*** PROVIDED MATERIAL Section Begins ***

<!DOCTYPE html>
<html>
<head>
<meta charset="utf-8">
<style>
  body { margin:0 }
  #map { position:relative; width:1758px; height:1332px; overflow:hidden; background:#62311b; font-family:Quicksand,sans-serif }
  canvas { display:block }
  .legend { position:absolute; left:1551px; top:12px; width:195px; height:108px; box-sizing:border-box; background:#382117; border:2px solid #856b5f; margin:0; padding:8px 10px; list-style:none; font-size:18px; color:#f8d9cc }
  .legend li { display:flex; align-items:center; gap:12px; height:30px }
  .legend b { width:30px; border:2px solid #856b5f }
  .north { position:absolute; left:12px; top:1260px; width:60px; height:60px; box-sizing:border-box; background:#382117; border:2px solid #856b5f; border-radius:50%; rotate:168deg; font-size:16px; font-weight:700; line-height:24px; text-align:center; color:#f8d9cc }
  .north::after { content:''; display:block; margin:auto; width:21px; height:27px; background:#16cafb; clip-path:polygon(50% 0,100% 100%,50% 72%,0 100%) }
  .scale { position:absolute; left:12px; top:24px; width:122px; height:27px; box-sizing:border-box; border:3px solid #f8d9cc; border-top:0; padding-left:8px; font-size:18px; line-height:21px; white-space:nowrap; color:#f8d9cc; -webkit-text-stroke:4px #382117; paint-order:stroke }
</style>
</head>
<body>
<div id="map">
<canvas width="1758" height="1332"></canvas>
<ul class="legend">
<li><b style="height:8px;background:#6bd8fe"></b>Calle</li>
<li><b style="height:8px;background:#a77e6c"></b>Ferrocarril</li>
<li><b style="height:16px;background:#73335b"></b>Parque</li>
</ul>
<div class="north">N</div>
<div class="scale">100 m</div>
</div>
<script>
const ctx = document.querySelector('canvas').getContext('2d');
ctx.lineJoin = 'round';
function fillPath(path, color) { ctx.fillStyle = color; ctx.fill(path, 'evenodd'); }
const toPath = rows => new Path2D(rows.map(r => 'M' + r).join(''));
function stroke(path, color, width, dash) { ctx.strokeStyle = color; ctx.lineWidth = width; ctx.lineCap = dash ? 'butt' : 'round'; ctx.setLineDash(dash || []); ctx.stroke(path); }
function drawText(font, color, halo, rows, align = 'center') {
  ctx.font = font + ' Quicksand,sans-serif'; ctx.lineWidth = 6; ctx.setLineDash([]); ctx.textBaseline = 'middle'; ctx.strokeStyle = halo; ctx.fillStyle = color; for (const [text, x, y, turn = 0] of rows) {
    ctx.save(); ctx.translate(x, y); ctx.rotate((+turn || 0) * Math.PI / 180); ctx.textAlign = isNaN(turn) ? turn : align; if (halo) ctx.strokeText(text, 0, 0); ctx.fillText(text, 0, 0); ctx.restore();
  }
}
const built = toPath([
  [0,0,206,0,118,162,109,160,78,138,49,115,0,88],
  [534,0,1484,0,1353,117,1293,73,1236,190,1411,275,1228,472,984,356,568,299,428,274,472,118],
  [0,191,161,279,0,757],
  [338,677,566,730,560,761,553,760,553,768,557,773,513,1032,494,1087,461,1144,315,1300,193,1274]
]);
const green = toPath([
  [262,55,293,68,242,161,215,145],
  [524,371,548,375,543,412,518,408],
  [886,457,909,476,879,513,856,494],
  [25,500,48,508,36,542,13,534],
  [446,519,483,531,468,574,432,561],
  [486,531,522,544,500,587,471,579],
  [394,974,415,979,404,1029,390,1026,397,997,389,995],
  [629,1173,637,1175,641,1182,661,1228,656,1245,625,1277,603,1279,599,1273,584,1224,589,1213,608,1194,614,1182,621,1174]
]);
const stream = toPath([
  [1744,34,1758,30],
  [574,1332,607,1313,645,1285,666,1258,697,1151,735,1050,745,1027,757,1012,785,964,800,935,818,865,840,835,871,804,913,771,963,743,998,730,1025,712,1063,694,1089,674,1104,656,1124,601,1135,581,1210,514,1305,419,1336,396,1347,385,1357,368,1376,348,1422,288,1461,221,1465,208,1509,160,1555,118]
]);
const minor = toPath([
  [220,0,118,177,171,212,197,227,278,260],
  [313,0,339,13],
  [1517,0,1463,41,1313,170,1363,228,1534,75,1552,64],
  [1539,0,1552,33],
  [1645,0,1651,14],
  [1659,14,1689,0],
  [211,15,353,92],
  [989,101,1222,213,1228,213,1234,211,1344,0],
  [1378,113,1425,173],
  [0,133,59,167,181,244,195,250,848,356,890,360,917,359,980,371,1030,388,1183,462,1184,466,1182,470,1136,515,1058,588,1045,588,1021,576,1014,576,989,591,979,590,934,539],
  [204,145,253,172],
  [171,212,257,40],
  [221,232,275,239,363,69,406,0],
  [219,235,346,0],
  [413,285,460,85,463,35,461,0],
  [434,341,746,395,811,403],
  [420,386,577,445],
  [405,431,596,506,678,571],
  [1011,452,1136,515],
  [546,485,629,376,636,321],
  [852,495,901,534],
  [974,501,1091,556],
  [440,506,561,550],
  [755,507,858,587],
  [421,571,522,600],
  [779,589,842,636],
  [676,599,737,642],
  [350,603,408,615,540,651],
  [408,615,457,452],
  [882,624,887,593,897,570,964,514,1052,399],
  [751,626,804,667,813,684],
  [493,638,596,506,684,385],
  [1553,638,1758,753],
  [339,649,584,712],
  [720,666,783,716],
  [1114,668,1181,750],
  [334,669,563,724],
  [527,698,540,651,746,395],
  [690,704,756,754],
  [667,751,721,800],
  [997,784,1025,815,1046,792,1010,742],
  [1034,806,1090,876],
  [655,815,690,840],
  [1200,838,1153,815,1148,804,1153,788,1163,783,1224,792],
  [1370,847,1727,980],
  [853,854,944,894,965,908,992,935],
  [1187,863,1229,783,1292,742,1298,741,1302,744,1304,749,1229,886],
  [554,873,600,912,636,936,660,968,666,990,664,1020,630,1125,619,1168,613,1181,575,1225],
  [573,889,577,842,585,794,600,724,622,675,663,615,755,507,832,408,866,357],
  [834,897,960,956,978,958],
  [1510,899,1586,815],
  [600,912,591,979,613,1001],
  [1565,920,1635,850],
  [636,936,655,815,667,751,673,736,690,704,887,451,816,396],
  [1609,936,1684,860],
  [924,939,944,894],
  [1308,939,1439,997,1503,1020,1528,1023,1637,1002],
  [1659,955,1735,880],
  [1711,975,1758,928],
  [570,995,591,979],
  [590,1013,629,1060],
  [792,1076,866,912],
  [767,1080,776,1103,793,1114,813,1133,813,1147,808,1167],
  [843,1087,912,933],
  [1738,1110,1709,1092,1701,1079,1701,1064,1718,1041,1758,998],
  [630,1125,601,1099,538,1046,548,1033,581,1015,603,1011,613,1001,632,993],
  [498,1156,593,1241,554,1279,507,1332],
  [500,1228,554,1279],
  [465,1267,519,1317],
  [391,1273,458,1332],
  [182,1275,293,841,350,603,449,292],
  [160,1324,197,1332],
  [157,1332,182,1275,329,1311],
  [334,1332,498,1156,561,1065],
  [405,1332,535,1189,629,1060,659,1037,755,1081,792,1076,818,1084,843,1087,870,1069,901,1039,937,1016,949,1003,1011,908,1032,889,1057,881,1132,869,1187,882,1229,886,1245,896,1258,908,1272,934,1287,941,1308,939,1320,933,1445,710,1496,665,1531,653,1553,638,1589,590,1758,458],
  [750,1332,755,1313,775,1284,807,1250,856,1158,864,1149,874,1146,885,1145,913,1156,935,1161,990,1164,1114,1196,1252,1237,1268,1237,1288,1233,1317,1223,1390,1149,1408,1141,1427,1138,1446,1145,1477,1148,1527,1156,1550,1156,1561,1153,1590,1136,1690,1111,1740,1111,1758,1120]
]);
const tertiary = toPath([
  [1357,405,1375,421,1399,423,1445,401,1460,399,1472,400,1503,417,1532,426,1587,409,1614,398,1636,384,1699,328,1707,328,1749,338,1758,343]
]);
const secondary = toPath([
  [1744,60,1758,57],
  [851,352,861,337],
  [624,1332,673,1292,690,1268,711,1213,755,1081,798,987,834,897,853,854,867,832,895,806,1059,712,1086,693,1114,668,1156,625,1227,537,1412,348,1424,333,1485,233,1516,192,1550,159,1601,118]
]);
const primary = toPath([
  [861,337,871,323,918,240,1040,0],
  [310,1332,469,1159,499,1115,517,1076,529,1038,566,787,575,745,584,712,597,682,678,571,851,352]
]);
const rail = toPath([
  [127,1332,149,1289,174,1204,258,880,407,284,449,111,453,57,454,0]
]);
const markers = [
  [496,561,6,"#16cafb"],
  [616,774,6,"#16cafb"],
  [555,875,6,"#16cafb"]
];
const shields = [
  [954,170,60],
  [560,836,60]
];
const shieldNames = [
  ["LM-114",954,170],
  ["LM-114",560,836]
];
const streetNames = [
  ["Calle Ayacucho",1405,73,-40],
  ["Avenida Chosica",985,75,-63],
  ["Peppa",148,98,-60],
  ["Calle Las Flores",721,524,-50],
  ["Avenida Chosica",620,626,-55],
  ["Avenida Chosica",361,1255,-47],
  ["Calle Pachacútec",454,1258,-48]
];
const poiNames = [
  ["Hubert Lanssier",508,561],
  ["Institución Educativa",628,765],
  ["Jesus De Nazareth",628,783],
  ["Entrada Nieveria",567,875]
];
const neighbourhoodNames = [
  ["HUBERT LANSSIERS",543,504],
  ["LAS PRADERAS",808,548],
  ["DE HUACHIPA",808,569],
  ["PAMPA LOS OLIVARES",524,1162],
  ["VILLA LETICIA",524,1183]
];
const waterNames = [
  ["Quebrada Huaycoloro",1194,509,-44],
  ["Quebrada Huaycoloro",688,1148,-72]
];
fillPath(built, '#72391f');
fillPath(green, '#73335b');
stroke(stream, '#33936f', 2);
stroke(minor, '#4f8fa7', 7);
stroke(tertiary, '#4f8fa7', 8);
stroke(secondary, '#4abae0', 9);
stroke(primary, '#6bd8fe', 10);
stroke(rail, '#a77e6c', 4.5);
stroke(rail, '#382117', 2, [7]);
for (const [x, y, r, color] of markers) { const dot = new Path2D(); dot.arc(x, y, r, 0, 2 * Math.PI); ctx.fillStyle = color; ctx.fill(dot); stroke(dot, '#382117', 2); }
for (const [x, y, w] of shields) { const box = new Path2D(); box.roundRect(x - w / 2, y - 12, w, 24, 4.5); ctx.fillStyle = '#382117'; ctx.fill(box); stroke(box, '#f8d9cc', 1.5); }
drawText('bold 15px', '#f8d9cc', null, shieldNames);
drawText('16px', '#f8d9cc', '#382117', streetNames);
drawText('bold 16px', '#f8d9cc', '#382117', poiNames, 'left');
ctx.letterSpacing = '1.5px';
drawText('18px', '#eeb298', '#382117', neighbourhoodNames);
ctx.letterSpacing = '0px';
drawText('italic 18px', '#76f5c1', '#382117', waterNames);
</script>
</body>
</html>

*** PROVIDED MATERIAL Section Ends ***

#### [TASK REQUIREMENTS]
Each line above that includes the word "streetNames" is to be copied.

#### [EXERCISE RESULT]
const streetNames = [
drawText('16px', '#f8d9cc', '#382117', streetNames);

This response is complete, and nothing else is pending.